4.1 Tests of prior group differences

Before analyzing the main effect of the treatment, this study tested group differences of participants’ backgrounds, prior knowledge and motivation. The examination on group differences of gender was tested by χ2 analysis and the result showed that there was no significance among four groups (χ2=1.50, p=.22). Age difference was not found significance (F= (3, 92) =.49, p=.69, partial η2=.16) when testing by the analysis of variance (ANOVA).

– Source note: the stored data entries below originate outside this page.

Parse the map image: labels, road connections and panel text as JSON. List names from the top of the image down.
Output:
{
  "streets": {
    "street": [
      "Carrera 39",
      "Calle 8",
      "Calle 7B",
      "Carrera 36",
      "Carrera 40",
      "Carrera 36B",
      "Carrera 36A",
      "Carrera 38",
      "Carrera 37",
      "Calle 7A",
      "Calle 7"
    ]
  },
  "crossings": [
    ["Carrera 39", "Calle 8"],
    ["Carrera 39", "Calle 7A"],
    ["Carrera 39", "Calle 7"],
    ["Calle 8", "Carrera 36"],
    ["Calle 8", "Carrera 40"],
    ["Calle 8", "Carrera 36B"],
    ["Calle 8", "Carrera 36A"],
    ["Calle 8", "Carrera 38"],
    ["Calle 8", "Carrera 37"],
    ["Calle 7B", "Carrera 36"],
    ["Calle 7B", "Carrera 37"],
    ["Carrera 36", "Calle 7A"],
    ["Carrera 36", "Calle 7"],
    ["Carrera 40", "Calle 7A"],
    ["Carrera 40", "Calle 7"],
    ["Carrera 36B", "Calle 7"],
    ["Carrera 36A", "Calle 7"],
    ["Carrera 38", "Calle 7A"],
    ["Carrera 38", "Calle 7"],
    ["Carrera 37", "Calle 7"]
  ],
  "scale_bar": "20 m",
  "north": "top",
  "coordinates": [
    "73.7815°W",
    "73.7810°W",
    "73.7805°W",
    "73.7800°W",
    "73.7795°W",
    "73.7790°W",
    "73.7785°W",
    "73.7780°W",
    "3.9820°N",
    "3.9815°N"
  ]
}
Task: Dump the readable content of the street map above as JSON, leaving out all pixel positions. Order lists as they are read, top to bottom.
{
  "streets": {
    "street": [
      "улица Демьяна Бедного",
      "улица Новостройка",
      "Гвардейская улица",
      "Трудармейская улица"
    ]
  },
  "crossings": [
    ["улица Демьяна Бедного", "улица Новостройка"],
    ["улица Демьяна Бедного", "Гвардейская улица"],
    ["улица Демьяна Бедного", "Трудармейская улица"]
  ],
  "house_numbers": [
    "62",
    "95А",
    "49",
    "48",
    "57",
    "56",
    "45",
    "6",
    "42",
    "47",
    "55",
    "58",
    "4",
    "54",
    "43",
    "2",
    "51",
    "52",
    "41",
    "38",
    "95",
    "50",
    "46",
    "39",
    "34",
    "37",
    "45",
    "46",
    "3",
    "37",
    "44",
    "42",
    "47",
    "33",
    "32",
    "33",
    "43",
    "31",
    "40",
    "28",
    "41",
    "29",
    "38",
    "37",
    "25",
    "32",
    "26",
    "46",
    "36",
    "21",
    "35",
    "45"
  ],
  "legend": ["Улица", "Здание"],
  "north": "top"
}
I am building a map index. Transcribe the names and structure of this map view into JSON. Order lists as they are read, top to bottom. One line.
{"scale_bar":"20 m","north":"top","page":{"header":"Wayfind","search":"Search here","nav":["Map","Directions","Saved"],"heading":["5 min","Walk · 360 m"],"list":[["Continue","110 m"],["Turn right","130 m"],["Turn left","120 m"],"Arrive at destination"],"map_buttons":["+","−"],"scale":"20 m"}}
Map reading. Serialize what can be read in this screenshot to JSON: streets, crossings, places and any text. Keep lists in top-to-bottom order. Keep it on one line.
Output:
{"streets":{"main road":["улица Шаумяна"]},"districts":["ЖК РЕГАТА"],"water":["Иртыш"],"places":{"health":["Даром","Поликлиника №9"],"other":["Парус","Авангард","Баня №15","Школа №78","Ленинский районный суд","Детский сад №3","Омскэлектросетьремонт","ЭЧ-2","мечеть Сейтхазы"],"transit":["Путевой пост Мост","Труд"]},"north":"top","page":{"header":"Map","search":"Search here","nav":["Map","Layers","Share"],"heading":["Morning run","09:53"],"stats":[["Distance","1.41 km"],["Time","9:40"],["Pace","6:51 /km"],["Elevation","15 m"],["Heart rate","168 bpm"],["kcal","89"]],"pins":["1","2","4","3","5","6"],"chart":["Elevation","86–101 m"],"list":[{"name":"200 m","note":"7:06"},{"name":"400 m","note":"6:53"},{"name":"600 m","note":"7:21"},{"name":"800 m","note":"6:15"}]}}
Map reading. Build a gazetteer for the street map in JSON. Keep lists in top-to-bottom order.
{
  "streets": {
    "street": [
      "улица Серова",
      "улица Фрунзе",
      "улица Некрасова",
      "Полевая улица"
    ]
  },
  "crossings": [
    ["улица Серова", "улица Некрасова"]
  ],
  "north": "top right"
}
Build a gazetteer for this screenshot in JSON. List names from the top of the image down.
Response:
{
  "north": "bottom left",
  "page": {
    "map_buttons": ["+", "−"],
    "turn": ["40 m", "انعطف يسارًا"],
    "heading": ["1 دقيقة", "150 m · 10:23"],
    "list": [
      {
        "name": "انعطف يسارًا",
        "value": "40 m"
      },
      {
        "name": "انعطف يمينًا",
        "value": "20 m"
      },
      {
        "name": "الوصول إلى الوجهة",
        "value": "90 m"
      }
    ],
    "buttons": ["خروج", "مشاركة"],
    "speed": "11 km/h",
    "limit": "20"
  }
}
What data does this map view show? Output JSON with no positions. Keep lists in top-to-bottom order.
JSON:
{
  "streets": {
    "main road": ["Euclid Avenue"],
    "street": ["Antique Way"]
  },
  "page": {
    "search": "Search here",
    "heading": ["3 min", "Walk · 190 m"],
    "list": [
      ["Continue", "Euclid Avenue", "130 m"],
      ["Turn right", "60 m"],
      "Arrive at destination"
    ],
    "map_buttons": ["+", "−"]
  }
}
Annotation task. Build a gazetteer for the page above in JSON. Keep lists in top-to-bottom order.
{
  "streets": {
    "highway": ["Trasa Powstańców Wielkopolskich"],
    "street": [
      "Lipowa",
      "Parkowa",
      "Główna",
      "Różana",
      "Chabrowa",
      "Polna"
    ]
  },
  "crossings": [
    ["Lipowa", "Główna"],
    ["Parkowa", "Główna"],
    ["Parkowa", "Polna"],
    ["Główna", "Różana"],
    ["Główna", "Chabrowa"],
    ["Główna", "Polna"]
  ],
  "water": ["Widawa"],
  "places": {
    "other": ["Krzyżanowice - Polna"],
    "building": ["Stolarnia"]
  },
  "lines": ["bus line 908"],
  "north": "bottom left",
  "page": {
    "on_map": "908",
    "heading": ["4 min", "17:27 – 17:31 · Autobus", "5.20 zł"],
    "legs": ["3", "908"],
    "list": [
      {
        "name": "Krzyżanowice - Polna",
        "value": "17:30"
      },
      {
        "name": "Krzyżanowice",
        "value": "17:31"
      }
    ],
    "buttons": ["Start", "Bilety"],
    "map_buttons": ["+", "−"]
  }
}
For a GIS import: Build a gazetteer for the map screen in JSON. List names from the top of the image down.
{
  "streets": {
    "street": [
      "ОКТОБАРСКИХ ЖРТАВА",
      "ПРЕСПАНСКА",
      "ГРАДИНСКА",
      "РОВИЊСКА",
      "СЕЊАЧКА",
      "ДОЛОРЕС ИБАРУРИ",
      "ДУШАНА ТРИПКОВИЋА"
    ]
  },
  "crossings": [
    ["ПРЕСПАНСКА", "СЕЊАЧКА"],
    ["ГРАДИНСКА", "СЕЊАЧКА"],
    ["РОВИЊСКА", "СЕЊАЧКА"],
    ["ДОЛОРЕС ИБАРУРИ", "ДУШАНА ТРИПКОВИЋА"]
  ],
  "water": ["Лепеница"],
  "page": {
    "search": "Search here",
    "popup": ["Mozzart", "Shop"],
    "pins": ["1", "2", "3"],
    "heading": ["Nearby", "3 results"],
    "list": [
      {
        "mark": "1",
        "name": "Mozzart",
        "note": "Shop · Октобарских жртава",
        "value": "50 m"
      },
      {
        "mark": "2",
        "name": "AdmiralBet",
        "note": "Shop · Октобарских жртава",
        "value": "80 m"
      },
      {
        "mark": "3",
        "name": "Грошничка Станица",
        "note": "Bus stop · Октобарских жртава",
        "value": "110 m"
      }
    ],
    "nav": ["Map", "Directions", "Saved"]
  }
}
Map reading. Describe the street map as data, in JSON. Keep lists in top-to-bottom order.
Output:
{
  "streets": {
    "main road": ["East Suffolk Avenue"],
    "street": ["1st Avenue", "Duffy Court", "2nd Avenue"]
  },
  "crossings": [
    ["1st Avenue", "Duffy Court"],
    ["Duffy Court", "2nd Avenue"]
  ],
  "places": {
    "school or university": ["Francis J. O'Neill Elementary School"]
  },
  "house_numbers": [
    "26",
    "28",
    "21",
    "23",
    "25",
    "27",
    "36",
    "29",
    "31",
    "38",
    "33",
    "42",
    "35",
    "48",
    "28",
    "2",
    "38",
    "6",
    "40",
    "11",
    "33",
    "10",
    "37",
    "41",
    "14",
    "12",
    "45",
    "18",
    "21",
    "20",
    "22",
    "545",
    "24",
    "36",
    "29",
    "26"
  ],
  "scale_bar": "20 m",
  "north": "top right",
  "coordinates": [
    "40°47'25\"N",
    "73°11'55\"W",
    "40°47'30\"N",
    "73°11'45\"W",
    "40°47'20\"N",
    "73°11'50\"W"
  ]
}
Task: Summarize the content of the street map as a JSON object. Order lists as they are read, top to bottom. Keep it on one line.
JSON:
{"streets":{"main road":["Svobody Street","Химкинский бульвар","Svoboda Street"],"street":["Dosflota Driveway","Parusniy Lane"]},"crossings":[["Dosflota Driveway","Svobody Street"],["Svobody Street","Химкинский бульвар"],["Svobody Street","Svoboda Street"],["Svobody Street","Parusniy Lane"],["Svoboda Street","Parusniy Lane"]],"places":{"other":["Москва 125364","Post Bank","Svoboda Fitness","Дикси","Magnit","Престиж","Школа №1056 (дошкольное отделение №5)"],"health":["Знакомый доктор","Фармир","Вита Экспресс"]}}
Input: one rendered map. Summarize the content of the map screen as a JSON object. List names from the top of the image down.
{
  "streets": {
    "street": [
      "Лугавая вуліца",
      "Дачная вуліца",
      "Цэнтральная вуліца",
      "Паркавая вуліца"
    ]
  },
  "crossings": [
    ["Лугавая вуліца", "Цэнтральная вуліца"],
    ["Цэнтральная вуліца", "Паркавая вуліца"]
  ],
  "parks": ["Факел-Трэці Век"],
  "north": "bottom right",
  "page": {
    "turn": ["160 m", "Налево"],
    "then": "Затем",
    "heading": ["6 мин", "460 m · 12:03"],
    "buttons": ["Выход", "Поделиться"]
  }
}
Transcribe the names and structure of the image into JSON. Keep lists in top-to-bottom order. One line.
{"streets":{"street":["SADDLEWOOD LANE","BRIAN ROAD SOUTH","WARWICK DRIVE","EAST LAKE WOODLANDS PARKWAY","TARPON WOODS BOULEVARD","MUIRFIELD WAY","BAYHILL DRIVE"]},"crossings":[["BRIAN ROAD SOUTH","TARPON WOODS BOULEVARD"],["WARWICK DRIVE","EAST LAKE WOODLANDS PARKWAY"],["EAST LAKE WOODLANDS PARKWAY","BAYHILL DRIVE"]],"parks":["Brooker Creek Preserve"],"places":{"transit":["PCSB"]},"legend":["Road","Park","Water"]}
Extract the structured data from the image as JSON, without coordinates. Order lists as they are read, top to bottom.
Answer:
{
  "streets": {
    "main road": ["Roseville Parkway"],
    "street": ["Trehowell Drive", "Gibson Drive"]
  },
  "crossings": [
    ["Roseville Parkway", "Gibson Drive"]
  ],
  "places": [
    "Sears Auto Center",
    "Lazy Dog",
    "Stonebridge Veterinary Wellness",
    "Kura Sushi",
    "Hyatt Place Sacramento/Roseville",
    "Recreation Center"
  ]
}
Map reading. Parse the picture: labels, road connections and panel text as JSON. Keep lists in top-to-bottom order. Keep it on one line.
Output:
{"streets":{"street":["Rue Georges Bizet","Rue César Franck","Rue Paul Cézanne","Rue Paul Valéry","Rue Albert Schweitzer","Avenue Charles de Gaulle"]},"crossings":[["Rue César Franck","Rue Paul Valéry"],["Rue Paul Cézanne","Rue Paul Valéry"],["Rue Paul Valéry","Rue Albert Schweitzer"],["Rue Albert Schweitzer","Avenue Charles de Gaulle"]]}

Additionally, prior knowledge (pretest factual knowledge) (F= (3, 92) =.23, p=.87, partial η2=.008),pre-mental-model score (F= (3, 92) =.78, p=.51, partial η2=.025), and score of the Questionnaire of Current Motivation (QCM) (F= (3, 92) =2.49, p=.07, partial η2=.077) were all insignificant between groups. The descriptive statistics of pretest factual knowledge, pre-mental-model and motivation is demonstrated in Table 4.1.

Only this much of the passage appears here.